Iran executed on Saturday Swedish-Iranian dissident Habib Chaab for “terrorism”, the judiciary said, in the Islamic republic’s latest use of the death penalty against dual nationals.
Chaab had been held in Iran since October 2020 after he vanished during a visit to Turkey before going on trial in Tehran, which does not recognise dual nationality.
Convicted of “corruption on earth” for heading a rebel group, he was condemned to death on December 6 — a decision denounced by Sweden — and Iran’s supreme court upheld the sentence in March.
“The death sentence for Habib Chaab… nicknamed Habib Asyud, the head of the Harakat al-Nidal terrorist group… was carried out today, Saturday morning,” the judiciary’s Mizan Online website reported.

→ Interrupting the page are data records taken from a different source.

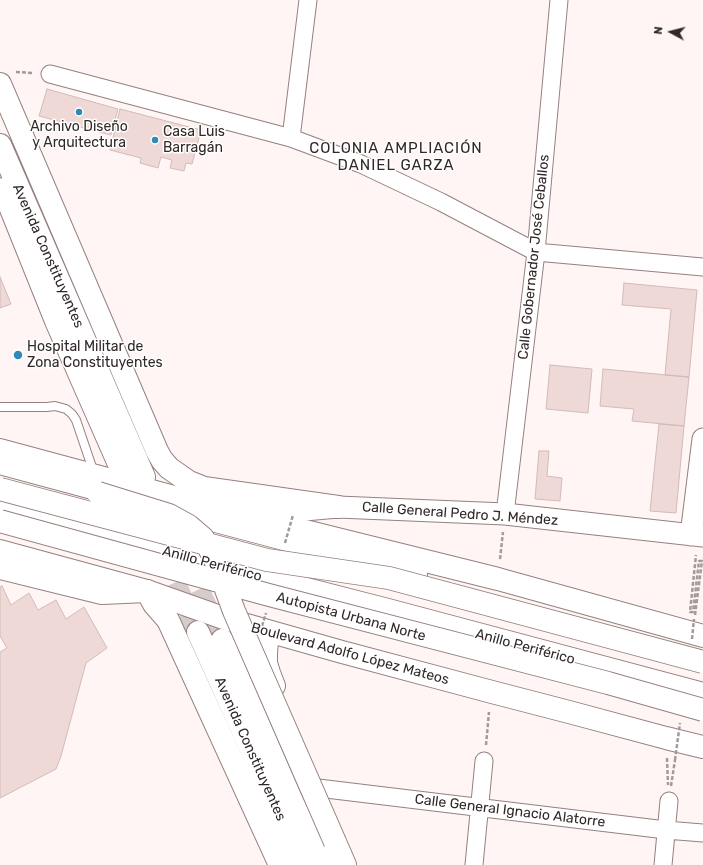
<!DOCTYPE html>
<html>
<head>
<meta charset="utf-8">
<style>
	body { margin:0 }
	#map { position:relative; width:703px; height:865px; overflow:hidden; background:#fef5f4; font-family:Rubik,sans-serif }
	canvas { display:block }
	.north { position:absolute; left:651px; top:12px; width:40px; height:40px; -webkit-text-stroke:3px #fff; paint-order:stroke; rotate:277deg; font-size:11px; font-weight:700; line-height:16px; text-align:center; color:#312828 }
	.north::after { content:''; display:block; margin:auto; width:14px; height:18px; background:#312828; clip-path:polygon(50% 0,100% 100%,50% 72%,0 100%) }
</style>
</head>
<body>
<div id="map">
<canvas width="703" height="865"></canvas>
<div class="north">N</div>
</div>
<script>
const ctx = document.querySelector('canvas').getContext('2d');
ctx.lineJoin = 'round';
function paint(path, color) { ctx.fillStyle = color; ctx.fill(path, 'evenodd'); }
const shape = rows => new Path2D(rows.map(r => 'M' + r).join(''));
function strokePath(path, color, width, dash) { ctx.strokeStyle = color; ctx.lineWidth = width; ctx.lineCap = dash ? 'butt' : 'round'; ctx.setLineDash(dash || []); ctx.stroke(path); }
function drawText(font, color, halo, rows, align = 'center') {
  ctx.font = font + ' Rubik,sans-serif'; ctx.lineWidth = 3; ctx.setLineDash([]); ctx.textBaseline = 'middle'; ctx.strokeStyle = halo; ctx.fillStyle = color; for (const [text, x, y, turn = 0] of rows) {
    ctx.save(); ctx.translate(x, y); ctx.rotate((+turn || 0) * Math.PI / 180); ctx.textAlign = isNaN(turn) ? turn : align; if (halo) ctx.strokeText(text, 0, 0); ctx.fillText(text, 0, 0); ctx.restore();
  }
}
const building = shape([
	[47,89,118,109,111,135,39,116,47,89],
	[120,109,201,130,192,164,186,163,184,171,170,168,172,160,161,157,158,168,140,163,141,158,110,150,120,109],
	[0,277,11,304,0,308,0,277],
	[624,283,697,290,689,377,665,375,671,309,622,305,624,283],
	[550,365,592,369,588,413,546,409,550,365],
	[603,369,689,377,684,426,632,421,634,409,600,406,603,369],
	[659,424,684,426,676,513,650,511,659,424],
	[539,451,549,451,547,476,562,478,560,501,535,499,539,451],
	[2,586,11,605,29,593,38,610,56,600,66,619,84,607,107,648,86,663,61,756,56,769,0,798,0,652,7,648,0,636,0,587,2,586]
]);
paint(building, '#efd9d6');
strokePath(building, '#d1bbb9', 1);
strokePath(shape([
	[160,553,198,632],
	[184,560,222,640]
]), '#d5cccb', 22, [22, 11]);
const service = shape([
	[0,407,47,407,55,406,66,409,72,414,76,420,94,473]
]);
const minor = shape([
	[50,74,291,138,361,164,441,202,536,252,703,267],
	[291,138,308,0],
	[505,514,536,252,559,0],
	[318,788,666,830,703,833],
	[474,865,484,761],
	[663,865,669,801]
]);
const tertiary = shape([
	[248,515,338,507,505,514,703,536],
	[691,535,703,439]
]);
const secondary = shape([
	[0,450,241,515,498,579,703,636],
	[0,551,147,591,229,620,342,652,492,692,569,712,666,738,703,747]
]);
const primary = shape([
	[0,84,157,451,162,460,169,468,189,482,204,488,338,507],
	[0,145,144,477],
	[3,189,56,321,122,471],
	[198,632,303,865],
	[222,640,291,799,323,865]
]);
const trunk = shape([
	[147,591,154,604,168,620,280,865],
	[269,632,267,641,266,653,266,663,269,673,274,686]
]);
const motorway = shape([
	[0,463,118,495],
	[0,506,221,567,388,610,703,694],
	[163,507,416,574],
	[0,568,102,593,147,591],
	[335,842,345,865]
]);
strokePath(service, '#95817f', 10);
strokePath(minor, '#95817f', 19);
strokePath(tertiary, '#95817f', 23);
strokePath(secondary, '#95817f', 24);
strokePath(primary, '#95817f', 24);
strokePath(trunk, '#95817f', 24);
strokePath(motorway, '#95817f', 24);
strokePath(shape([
	[16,72,33,73],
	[500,559,503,532],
	[695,615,702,561,699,561,693,612,690,612,696,555],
	[486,745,489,712],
	[667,758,668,785],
	[671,786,675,760]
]), '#a39a99', 2.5, [4, 2]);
strokePath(service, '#fff', 8);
strokePath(minor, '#fff', 17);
strokePath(tertiary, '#fff', 21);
strokePath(secondary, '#fff', 22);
strokePath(primary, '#fff', 22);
strokePath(trunk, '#fff', 22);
strokePath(motorway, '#fff', 22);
const motorwayBridge = shape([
	[0,489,267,560,389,578,703,662],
	[98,493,169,515,189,526,203,538,214,557,234,611,335,842],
	[0,521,269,595,608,683,703,710]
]);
strokePath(motorwayBridge, '#95817f', 24, []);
strokePath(shape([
	[285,543,293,515],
	[262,626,266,613],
	[692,639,694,619],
	[675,760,680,723]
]), '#a39a99', 2.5, [4, 2]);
strokePath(motorwayBridge, '#fff', 22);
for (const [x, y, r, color] of [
	[79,112,4,"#3089b7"],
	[155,140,4,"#3089b7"],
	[18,355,5,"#3089b7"]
]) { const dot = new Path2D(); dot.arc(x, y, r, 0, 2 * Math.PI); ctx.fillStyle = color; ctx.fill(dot); strokePath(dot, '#fff', 1.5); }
drawText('14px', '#312828', '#fff', [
	["Archivo Diseño",79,127,"center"],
	["y Arquitectura",79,143,"center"],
	["Casa Luis",163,132],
	["Barragán",163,148],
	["Hospital Militar de",27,347],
	["Zona Constituyentes",27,363]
], 'left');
drawText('14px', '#312828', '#fff', [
	["Avenida Constituyentes",48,256,66],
	["Calle Gobernador José Ceballos",534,257,-84],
	["Calle General Pedro J. Méndez",460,514,4],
	["Anillo Periférico",212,564,15],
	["Autopista Urbana Norte",351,617,15],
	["Anillo Periférico",525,647,15],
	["Boulevard Adolfo López Mateos",350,654,15],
	["Avenida Constituyentes",250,749,66],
	["Calle General Ignacio Alatorre",510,811,7]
]);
ctx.letterSpacing = '1px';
drawText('15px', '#312828', '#fff', [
	["COLONIA AMPLIACIÓN",396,149],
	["DANIEL GARZA",396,166]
]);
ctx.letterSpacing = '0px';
</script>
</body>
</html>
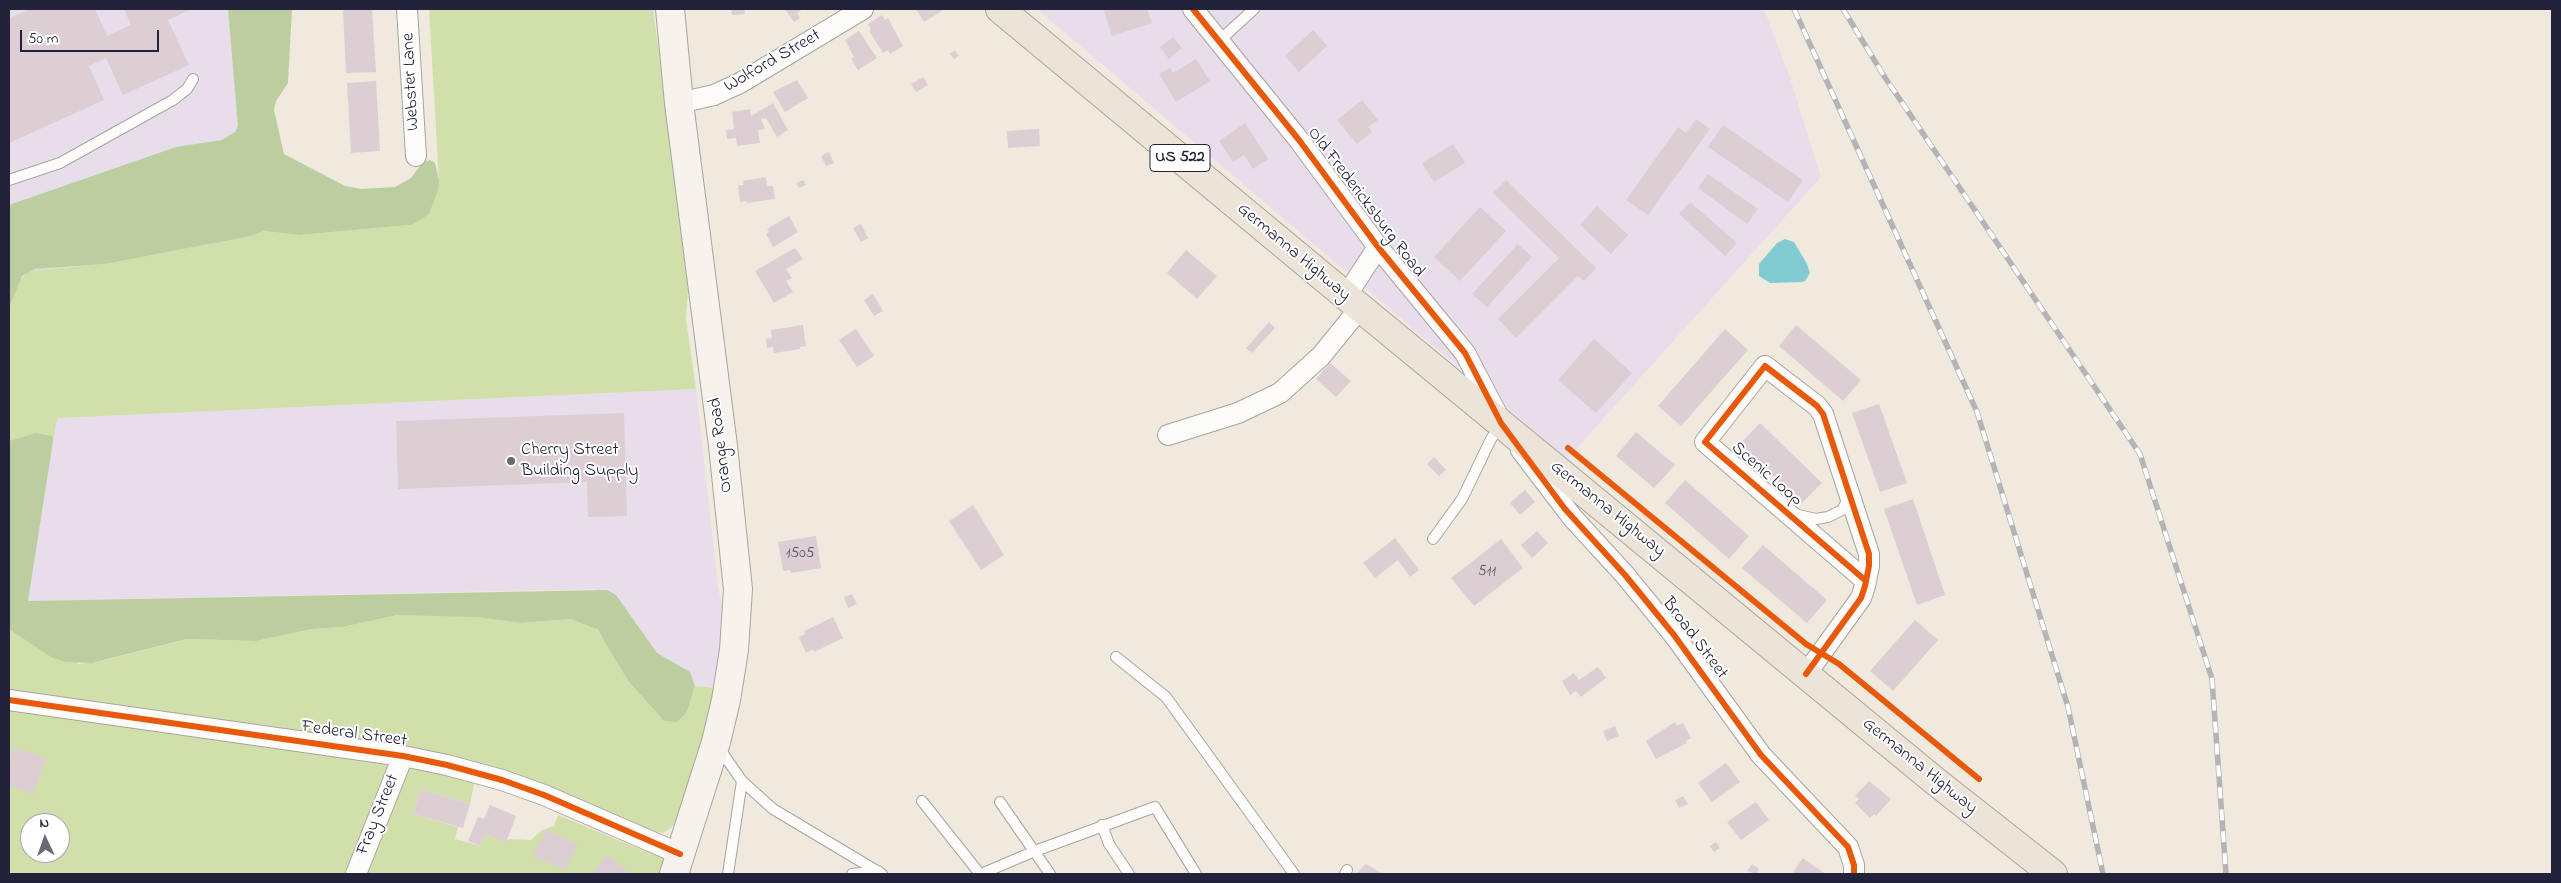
<!DOCTYPE html>
<style>
body{margin:0}
#map{position:relative;width:2561px;height:883px;overflow:hidden;background:#f0e9de;font-family:"Indie Flower",sans-serif}
canvas{display:block}
.frame{position:absolute;inset:0;border:10px solid #22223b;pointer-events:none}
.north{position:absolute;left:20px;top:813px;width:50px;height:50px;box-sizing:border-box;background:#fff;border:1px solid #a7a7b1;border-radius:50%;rotate:357deg;font-size:14px;font-weight:700;line-height:20px;text-align:center;color:#22223b}
.north::after{content:'';display:block;margin:auto;width:18px;height:22px;background:#6a6874;clip-path:polygon(50% 0,100% 100%,50% 72%,0 100%)}
.scale{position:absolute;left:20px;top:30px;width:139px;height:22px;box-sizing:border-box;border:2px solid #22223b;border-top:0;padding-left:6px;font-size:15px;line-height:18px;white-space:nowrap;color:#22223b;-webkit-text-stroke:4px #fff;paint-order:stroke}
</style>
<div id="map">
<canvas width="2561" height="883"></canvas>
<div class="frame"></div>
<div class="north">N</div>
<div class="scale">50 m</div>
</div>
<script>
const ctx = document.querySelector('canvas').getContext('2d');
ctx.lineJoin = 'round';
function paint(path, color) { ctx.fillStyle = color; ctx.fill(path, 'evenodd'); }
const shape = rows => new Path2D(rows.map(r => 'M' + r).join(''));
function stroke(path, color, width, dash) { ctx.strokeStyle = color; ctx.lineWidth = width; ctx.lineCap = dash ? 'butt' : 'round'; ctx.setLineDash(dash || []); ctx.stroke(path); }
function label(font, color, halo, rows, align = 'center') {
  ctx.font = font + ' "Indie Flower",sans-serif'; ctx.lineWidth = 4; ctx.setLineDash([]); ctx.textBaseline = 'middle'; ctx.strokeStyle = halo; ctx.fillStyle = color; for (const [text, x, y, turn = 0] of rows) {
    ctx.save(); ctx.translate(x, y); ctx.rotate((+turn || 0) * Math.PI / 180); ctx.textAlign = isNaN(turn) ? turn : align; if (halo) ctx.strokeText(text, 0, 0); ctx.fillText(text, 0, 0); ctx.restore();
  }
}
paint(shape([
 [9,9,262,9,261,409,696,389,718,588,725,617,717,688,642,678,596,589,28,601,9,421],
 [1037,9,1764,9,1789,75,1821,177,1567,459]
]), '#e8ddea');
paint(shape([
 [429,9,653,9,689,276,686,319,696,389,57,418,53,441,51,436,29,435,9,441,9,308,17,283,29,271,105,264,251,236,264,231,299,235,410,225,435,196,439,180],
 [415,614,477,617,520,623,570,619,594,626,616,658,629,682,664,721,687,712,695,686,717,688,706,730,677,821,672,827,663,833,641,828,500,769,440,753,9,693,9,629,79,664,106,660,188,639,256,641,312,629,343,627,397,615],
 [9,705,475,779,470,804,421,789,413,814,458,827,455,839,481,846,486,834,504,842,510,839,531,840,542,830,554,826,558,815,642,850,668,857,662,874,9,874],
 [30,823,60,823,60,853,30,853]
]), '#d1e0aa');
paint(shape([
 [228,9,292,9,288,83,276,101,274,110,284,154,345,186,361,189,395,187,411,178,423,162,430,160,435,163,439,180,438,190,429,214,417,222,410,225,299,235,264,231,251,236,105,264,35,269,22,276,9,308,9,205,176,147,222,140,235,132,238,126],
 [36,433,52,436,53,441,28,601,607,590,616,595,657,653,690,672,695,686,687,712,677,722,664,721,629,682,597,629,570,619,520,623,477,617,397,615,343,627,312,629,256,641,187,639,92,663,65,662,51,657,9,629,9,441]
]), '#bccea0');
paint(shape([
 [1785,239,1794,242,1807,264,1810,273,1805,281,1801,282,1770,283,1759,276,1759,264,1777,243]
]), '#82cbd3');
paint(shape([
 [30,9,95,9,107,36,131,25,124,9,192,9,168,20,189,65,123,95,106,58,89,66,104,100,9,143,9,18],
 [343,9,372,9,376,72,346,73],
 [731,9,744,9,745,14,732,15],
 [785,9,803,9,797,13,800,18,794,22],
 [916,9,940,9,942,11,924,22],
 [1111,9,1147,9,1152,23,1112,36,1104,11],
 [882,15,885,20,888,18,903,46,890,54,888,50,883,53,869,31,871,29,868,24],
 [1313,30,1327,46,1299,72,1285,56],
 [859,31,877,58,858,70,851,59,854,57,845,40],
 [1173,37,1182,48,1169,59,1160,47],
 [955,50,959,56,954,59,950,54],
 [1196,59,1210,81,1176,102,1159,74,1170,68,1173,73],
 [923,77,928,85,916,92,911,84],
 [797,80,808,98,785,112,773,92],
 [376,81,380,151,351,153,347,83],
 [1362,100,1378,120,1368,127,1372,132,1357,144,1337,120],
 [773,103,788,130,777,137,766,118,761,119,765,129,758,130,760,143,737,146,736,138,727,139,726,130,734,129,732,112,750,109,751,116],
 [1696,119,1710,129,1648,215,1626,200,1678,127,1686,133],
 [1245,123,1268,159,1253,169,1244,155,1233,162,1219,141],
 [1723,125,1803,180,1788,202,1708,147],
 [1039,129,1040,146,1008,148,1007,131],
 [1453,144,1465,163,1434,182,1422,163],
 [829,152,834,163,826,166,821,156],
 [1708,174,1758,209,1747,224,1698,188],
 [766,177,767,186,773,186,775,199,747,203,747,201,740,202,738,185,744,185,743,181],
 [803,180,806,185,799,188,796,183],
 [1506,180,1596,268,1584,281,1578,276,1516,338,1498,319,1559,258,1493,193],
 [1690,202,1737,243,1725,256,1679,214],
 [1597,206,1628,235,1611,254,1580,225],
 [1480,207,1506,231,1460,281,1434,257],
 [789,216,798,232,773,247,766,234,769,232,767,229],
 [861,224,868,238,861,242,853,228],
 [1518,244,1532,257,1487,307,1472,294],
 [795,248,803,259,786,269,792,278,786,281,793,292,774,303,755,271],
 [1186,250,1217,276,1197,299,1167,273],
 [873,294,883,311,874,316,864,300],
 [1269,322,1275,328,1252,353,1246,348],
 [803,325,806,346,800,347,800,349,774,353,773,347,767,348,766,339,772,338,771,330],
 [1796,325,1861,380,1843,401,1779,346],
 [856,329,874,356,857,367,839,340],
 [1725,329,1748,350,1681,426,1658,406],
 [1594,339,1632,373,1596,413,1558,380],
 [1330,363,1351,381,1336,397,1316,379],
 [1879,404,1907,483,1880,492,1852,413],
 [624,413,627,516,588,517,587,482,398,489,396,421],
 [1760,423,1822,483,1802,503,1740,444],
 [1636,432,1675,465,1654,488,1616,456],
 [1434,457,1446,470,1439,476,1427,464],
 [1685,480,1749,536,1729,559,1665,503],
 [1525,490,1535,502,1520,515,1510,503],
 [1913,499,1945,595,1917,605,1884,509],
 [973,505,1004,555,981,570,949,521],
 [1537,531,1548,543,1532,558,1521,545],
 [816,536,821,568,791,573,790,570,783,571,778,542],
 [1395,538,1419,570,1410,577,1398,560,1375,578,1363,563],
 [1501,539,1523,568,1474,606,1451,578],
 [1763,545,1827,600,1807,623,1742,568],
 [852,594,857,604,848,608,844,597],
 [833,617,843,638,814,652,813,649,806,653,799,637,805,634,804,631],
 [1915,620,1938,640,1893,691,1870,671],
 [1598,667,1606,678,1581,697,1576,691,1570,695,1562,681,1574,673,1579,680],
 [1675,722,1677,726,1683,723,1691,738,1686,741,1687,743,1656,759,1646,741],
 [1615,726,1619,736,1607,741,1603,731],
 [14,747,46,758,33,794,9,786,9,762],
 [1726,763,1740,782,1712,802,1698,783],
 [1869,781,1891,799,1876,816,1874,814,1870,818,1855,803,1859,799,1855,796],
 [421,789,470,804,463,828,413,814],
 [1683,796,1688,804,1679,808,1675,800],
 [1756,802,1769,820,1741,840,1727,822],
 [490,805,516,816,506,843,486,834,481,846,468,841,478,817,484,819],
 [546,829,578,845,565,870,533,856],
 [1716,842,1720,848,1714,852,1710,846],
 [607,855,629,872,627,874,592,874],
 [1803,858,1814,866,1826,874,1792,874],
 [1366,864,1383,874,1356,874],
 [1752,864,1759,869,1756,874,1747,871]
]), '#ddced4');
const service = shape([
 [1219,41,1254,9],
 [9,180,60,163,173,100,187,89,193,79],
 [1794,514,1816,519,1828,517,1842,510,1849,497],
 [1433,539,1462,499,1491,439,1501,424],
 [1116,657,1166,697,1294,874],
 [719,748,742,781,773,809,882,874],
 [922,801,980,874],
 [1000,802,1050,874],
 [1102,825,1109,844,1129,874],
 [728,874,742,781],
 [852,874,878,871],
 [981,874,1035,851,1155,807,1196,874],
 [1345,874,1347,870]
]);
const minor = shape([
 [407,9,416,156],
 [1193,9,1299,140,1378,247,1465,353,1499,418],
 [679,103,714,95,740,83,863,9],
 [1346,296,1378,247],
 [1168,435,1238,413,1280,393,1321,356,1360,308],
 [1521,450,1572,517,1625,575,1674,635,1761,755,1848,847,1854,865,1854,874],
 [1806,674,1861,598,1865,586,1869,566,1869,554,1823,414,1817,406,1765,366,1705,442,1866,581],
 [9,700,403,756,447,765,502,780,544,795,680,854],
 [356,874,403,756]
]);
const secondary = shape([
 [670,9,679,103,723,446,738,589,734,650,726,700,716,742,674,874]
]);
const primary = shape([
 [1000,9,1346,296,1935,781,2053,874]
]);
stroke(service, '#a8a4a1', 12);
stroke(minor, '#a8a4a1', 22);
stroke(secondary, '#a8a4a1', 30);
stroke(primary, '#a8a4a1', 30);
stroke(service, '#fdfcfa', 10);
stroke(minor, '#fdfcfa', 20);
stroke(secondary, '#f7f2ec', 28);
stroke(primary, '#ece4d9', 28);
const rail = shape([
 [1794,9,1977,412,2068,707,2103,874],
 [1843,9,1884,76,2140,454,2212,679,2226,874]
]);
stroke(rail, '#b4b3b5', 5.5);
stroke(rail, '#fff', 4, [11]);
stroke(shape([
 [1193,9,1299,140,1378,247,1465,353,1501,423,1565,509,1625,575,1674,635,1761,755,1848,847,1854,865,1854,874],
 [1568,448,1806,644,1839,664,1979,779],
 [1806,674,1861,598,1865,586,1869,566,1869,554,1823,414,1817,406,1765,366,1705,442,1866,581],
 [9,700,403,756,447,765,502,780,544,795,680,854]
]), '#e8590c', 6);
for (const [x, y, r, color] of [
 [511,461,5,"#6a6874"]
]) { const dot = new Path2D(); dot.arc(x, y, r, 0, 2 * Math.PI); ctx.fillStyle = color; ctx.fill(dot); stroke(dot, '#fff', 2); }
label('15px', '#514d61', null, [
 ["1505",800,555],
 ["511",1487,573]
]);
for (const [x, y, w] of [
 [1180,158,60]
]) { const box = new Path2D(); box.roundRect(x - w / 2, y - 13.5, w, 27, 4); ctx.fillStyle = '#fff'; ctx.fill(box); stroke(box, '#22223b', 1); }
label('bold 16px', '#22223b', null, [
 ["US 522",1180,158]
]);
label('18px', '#22223b', '#fff', [
 ["Wolford Street",773,62,-30],
 ["Webster Lane",412,82,-93],
 ["Old Fredericksburg Road",1365,203,53],
 ["Germanna Highway",1293,253,40],
 ["Orange Road",722,445,-97],
 ["Scenic Loop",1766,475,41],
 ["Germanna Highway",1607,510,39],
 ["Broad Street",1694,639,53],
 ["Federal Street",354,735,8],
 ["Germanna Highway",1919,767,39],
 ["Fray Street",379,815,-68]
]);
label('18px', '#22223b', '#fff', [
 ["Cherry Street",521,451],
 ["Building Supply",521,472]
], 'left');
</script>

Harakat al-Nidal, or Arab Struggle Movement for the Liberation of Ahvaz, is considered by Iran as a “terrorist group” and blamed for orchestrating attacks in the southwestern province of Khuzestan.
The oil-rich province is home to a large Arab minority, and its people have long complained of marginalisation.
Iranian authorities accused Chaab of staging attacks since 2005 “under the protection of… the Mossad and Sapo” — the Israeli and Swedish spy agencies, respectively.
In December 2020, the Turkish authorities announced the arrest of 11 people suspected of having kidnapped Chaab in Istanbul before taking him to Van, a city near Turkey’s eastern border with Iran, and handing him over to the authorities in Tehran.
Iranian prosecutors allege other leaders of Harakat al-Nidal are based in Denmark, the Netherlands and Sweden, with the group receiving financial and logistical support from Saudi Arabia.
Iranian state television had aired a video of Chaab in which he claimed responsibility for a 2018 attack on a military parade in Ahvaz, the Khuzestan provincial capital, that authorities said killed 25 people and wounded almost 250.
In the footage, Chaab admitted to working with Saudi intelligence services.
Such confessions are frequently condemned by rights groups based outside of Iran as “forced”, arguing they are often obtained under duress.
Sweden at the time condemned the sentence as “inhumane”.